Above Face à la rareté des ressources, l’économie collaborative de Uspace devient la solution indispensable de notre époque. (Photo : Uspace)
Aux débuts de Uspace, les revenus mensuels ne dépassaient pas 10 dollars. La préoccupation d’Allen Sung n’était pas le succès financier, mais la valeur ajoutée pour la société. Aujourd’hui, avec une expansion internationale, il refuse toujours de parler de « succès », préférant le terme de « croissance » : le succès se définit, selon lui, par le jugement des générations futures.
Même lors de discussions sur une introduction en bourse (IPO), son intérêt reste centré sur le partage des fruits de la croissance avec les employés, les investisseurs et les partenaires locaux de Uspace.

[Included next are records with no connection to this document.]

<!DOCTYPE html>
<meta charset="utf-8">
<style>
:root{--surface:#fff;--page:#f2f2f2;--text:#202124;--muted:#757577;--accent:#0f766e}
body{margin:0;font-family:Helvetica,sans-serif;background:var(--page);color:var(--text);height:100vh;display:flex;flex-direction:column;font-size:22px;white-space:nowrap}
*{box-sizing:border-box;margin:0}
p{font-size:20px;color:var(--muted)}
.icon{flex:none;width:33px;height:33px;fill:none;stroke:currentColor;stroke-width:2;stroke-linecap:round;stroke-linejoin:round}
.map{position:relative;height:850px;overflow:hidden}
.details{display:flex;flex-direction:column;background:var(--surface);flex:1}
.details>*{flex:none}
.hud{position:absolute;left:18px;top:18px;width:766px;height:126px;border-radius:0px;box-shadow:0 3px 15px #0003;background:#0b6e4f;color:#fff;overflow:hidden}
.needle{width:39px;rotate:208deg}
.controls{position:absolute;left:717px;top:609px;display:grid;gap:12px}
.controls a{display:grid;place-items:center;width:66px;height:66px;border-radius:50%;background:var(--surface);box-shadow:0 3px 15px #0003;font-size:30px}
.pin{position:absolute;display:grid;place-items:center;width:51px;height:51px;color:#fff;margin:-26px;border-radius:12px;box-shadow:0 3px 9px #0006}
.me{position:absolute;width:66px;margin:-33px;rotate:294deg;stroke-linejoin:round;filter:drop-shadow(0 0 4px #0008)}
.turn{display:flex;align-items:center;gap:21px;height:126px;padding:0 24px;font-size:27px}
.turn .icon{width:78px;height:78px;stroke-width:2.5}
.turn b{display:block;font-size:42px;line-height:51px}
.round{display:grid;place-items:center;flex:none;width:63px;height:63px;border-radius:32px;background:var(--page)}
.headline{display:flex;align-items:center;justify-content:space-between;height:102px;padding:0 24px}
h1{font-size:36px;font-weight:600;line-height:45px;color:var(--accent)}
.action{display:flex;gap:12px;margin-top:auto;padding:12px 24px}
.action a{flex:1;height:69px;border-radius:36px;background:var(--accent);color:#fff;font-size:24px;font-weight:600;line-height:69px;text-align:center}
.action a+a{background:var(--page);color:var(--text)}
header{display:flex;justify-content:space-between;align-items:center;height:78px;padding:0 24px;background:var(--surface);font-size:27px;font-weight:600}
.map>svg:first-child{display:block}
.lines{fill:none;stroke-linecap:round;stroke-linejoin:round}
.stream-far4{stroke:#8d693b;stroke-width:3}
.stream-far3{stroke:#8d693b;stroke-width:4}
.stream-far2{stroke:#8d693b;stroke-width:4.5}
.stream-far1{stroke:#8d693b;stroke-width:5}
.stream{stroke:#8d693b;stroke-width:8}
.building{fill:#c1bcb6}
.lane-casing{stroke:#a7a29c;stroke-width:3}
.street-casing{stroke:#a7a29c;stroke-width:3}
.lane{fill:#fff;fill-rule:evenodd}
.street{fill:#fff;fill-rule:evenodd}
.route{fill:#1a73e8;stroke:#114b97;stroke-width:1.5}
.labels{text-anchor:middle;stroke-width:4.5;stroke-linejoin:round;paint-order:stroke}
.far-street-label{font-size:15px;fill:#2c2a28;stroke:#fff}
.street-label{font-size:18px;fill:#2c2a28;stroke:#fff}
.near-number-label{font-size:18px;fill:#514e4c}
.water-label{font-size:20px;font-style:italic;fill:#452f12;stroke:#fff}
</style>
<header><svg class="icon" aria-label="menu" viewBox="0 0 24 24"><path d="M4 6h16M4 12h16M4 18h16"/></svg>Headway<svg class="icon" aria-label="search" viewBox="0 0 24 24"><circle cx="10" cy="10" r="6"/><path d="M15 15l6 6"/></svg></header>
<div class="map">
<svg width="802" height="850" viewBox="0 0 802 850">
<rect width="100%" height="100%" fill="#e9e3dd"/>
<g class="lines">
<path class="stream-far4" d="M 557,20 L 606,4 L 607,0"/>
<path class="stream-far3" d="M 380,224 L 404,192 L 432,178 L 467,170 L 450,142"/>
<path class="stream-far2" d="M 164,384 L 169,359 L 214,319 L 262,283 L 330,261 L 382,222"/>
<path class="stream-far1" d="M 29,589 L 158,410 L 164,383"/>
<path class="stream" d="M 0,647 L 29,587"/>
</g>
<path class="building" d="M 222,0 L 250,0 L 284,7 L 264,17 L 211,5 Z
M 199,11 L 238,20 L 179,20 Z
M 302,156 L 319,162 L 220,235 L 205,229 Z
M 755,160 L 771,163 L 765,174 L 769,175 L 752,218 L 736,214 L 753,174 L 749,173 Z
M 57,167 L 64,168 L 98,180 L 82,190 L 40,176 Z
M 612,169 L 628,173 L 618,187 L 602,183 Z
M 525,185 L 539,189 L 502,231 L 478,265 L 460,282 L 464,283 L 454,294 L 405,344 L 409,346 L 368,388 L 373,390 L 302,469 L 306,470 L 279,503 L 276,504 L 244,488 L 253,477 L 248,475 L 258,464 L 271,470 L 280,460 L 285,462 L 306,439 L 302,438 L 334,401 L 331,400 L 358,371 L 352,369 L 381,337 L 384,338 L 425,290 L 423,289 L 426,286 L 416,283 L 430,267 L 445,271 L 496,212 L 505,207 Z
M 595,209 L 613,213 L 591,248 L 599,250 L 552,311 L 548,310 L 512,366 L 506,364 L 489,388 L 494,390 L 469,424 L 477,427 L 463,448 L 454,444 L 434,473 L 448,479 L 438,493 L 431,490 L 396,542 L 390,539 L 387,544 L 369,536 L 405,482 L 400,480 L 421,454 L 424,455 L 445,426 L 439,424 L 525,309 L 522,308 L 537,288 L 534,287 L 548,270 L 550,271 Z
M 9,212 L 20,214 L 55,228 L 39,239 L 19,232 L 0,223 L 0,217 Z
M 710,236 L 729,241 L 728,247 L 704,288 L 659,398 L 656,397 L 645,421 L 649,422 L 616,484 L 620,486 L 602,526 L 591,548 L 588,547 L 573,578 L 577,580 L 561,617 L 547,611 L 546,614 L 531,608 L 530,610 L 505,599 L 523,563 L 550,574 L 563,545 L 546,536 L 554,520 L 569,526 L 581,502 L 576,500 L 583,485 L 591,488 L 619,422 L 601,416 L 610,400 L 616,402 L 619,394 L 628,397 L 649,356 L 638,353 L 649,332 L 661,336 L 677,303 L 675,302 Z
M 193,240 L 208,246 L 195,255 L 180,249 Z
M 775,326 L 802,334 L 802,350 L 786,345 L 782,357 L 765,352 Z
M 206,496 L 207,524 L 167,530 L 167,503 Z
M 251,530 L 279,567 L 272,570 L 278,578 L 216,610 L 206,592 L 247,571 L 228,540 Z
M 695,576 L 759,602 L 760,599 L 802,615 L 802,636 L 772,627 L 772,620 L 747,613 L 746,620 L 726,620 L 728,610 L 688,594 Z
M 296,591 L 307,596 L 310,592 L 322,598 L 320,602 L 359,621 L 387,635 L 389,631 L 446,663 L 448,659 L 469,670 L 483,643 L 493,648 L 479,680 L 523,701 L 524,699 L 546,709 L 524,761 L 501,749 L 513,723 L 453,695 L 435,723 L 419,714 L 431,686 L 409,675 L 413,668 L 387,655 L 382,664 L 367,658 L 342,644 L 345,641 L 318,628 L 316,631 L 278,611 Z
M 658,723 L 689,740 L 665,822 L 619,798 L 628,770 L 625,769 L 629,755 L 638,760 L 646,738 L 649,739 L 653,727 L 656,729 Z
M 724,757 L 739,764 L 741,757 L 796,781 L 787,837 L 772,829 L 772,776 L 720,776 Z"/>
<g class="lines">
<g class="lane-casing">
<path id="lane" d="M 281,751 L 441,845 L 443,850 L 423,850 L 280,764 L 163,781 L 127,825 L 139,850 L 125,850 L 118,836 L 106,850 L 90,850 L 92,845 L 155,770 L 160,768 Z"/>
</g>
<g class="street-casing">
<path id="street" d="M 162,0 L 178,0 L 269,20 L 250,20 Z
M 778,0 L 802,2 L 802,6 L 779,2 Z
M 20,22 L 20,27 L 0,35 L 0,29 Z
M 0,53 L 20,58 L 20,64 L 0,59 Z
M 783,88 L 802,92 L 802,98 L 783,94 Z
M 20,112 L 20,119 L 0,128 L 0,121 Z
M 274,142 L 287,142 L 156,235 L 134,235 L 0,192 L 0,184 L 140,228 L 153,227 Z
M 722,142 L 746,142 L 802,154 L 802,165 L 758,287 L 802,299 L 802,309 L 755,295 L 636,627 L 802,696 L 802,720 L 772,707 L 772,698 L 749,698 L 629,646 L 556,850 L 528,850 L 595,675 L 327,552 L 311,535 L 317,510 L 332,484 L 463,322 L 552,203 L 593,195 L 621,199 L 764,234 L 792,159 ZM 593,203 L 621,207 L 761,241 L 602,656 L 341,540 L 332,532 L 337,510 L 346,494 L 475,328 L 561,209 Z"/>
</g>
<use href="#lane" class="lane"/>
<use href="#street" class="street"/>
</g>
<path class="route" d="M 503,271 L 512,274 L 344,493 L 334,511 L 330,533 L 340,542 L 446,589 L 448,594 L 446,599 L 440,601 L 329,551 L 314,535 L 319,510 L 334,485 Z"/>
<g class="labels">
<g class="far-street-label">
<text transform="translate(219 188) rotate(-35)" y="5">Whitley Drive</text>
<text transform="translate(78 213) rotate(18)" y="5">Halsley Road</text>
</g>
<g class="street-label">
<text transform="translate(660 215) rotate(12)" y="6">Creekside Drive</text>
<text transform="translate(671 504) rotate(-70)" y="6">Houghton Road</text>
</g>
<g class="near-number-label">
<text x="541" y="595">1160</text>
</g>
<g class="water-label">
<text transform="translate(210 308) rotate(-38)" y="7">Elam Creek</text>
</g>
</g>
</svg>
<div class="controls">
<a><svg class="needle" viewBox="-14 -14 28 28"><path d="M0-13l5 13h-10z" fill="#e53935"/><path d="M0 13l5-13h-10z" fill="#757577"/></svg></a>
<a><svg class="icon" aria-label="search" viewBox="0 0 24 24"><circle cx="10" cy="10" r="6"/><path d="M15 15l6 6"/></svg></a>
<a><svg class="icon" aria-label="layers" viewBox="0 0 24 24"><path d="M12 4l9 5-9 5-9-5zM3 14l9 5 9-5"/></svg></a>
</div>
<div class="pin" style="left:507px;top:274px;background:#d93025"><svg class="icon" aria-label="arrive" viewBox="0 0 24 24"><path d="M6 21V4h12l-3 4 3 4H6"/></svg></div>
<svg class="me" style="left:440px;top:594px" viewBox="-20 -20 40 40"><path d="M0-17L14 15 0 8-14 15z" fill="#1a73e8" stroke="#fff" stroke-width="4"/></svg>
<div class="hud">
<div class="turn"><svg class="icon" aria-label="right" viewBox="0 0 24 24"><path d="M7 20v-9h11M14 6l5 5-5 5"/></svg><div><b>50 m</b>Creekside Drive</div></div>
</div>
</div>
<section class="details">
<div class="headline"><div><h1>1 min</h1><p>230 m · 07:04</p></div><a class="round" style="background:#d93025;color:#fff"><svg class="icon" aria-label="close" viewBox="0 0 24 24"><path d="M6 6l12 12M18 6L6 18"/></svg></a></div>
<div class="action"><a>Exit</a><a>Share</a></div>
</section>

Pour lui, l’investissement est une forme d’altruisme qui doit permettre une création de valeur largement répartie.
La technologie accélère la ville, mais la bienveillance définit sa direction

Above Offrir à un utilisateur Uspace un trajet optimisé, c’est lui rendre un peu de son temps et de sa vie. (Photo : Hunglin Tai)
Allen Sung croit en l’avenir des véhicules autonomes, mais souligne que le besoin d’infrastructures comme Uspace restera intact : une voiture, qu’elle soit autonome ou non, devra toujours stationner ou se recharger. « Nous servons d’abord les gens, puis les machines. »
Au-delà de la technologie et des capitaux, sa priorité reste humaine. « Le temps est égal à l’argent, mais il est surtout égal à notre vie. » En permettant aux utilisateurs de Uspace d’éviter des détours inutiles, il ne traite pas seulement une commande, il rend une partie de sa vie au conducteur. C’est ainsi qu’il relie technologie, efficacité et bienveillance.